Yet Barney says that last fall, when he became a father, he found the experience a sort of confirmation following so many years of ruminating on biology and destiny.
“When you see a child emerge into the world, and know immediately where to get food, how to breathe and in some ways how to take care of themselves, it puts me at ease,” says Barney. “It’s probably not unrelated to the way that a project of this scale, at a certain point, gains its own will, develops its own ego. It becomes greater than the sum of its parts....And that’s something that will probably keep me working in the filmmaking capacity.”
However, he confesses, “I feel I’ve been ruined as a film fan.” In the course of studying film genres in his experimentation with form, he says, he’s grown impatient and finds himself reaching for the fast-forward button -- a development that may intrigue those in the audience who have squirmed through the often-deliberate pacing of his own work.

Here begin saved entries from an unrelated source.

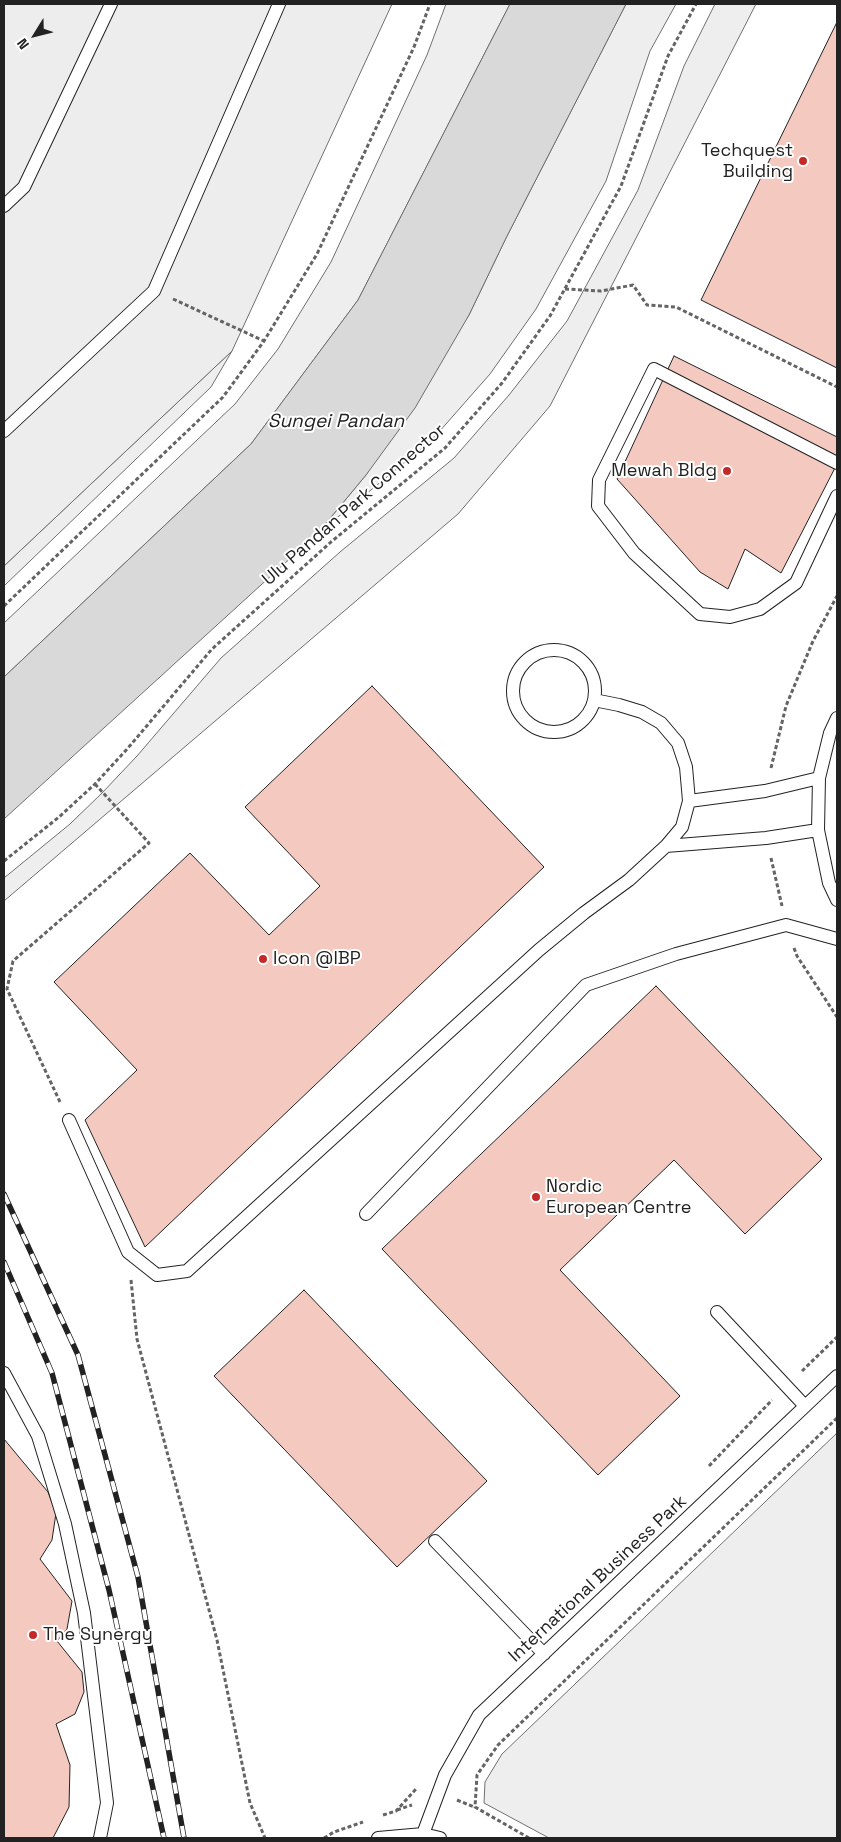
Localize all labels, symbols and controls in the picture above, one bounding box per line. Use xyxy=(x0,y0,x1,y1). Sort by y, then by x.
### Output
north arrow xyxy=(10,10,60,60)
text: N xyxy=(13,35,33,53)
place label: Techquest Building xyxy=(701,140,793,182)
marker: Techquest Building xyxy=(797,155,809,167)
water label: Sungei Pandan xyxy=(268,411,404,433)
street label: Ulu Pandan Park Connector xyxy=(258,420,450,590)
place label: Mewah Bldg xyxy=(611,460,717,482)
marker: Mewah Bldg xyxy=(721,465,733,477)
place label: Icon @IBP xyxy=(273,948,361,970)
marker: Icon @IBP xyxy=(257,953,269,965)
place label: Nordic European Centre xyxy=(546,1176,691,1218)
marker: Nordic European Centre xyxy=(530,1191,542,1203)
street label: International Business Park xyxy=(505,1491,691,1667)
place label: The Synergy xyxy=(43,1624,153,1646)
marker: The Synergy xyxy=(27,1629,39,1641)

As for his next move, “I’m making a lot of drawings at the moment, which I’ll show some of in Venice in June. It’s sort of typical for me to go back to drawing in between projects, a way to clean the palate,” he says. “But I’ll continue to use the same language. Certainly the ‘Cremaster’ cycle is finished. But I haven’t finished exploring that relationship between object-making and the moving image.”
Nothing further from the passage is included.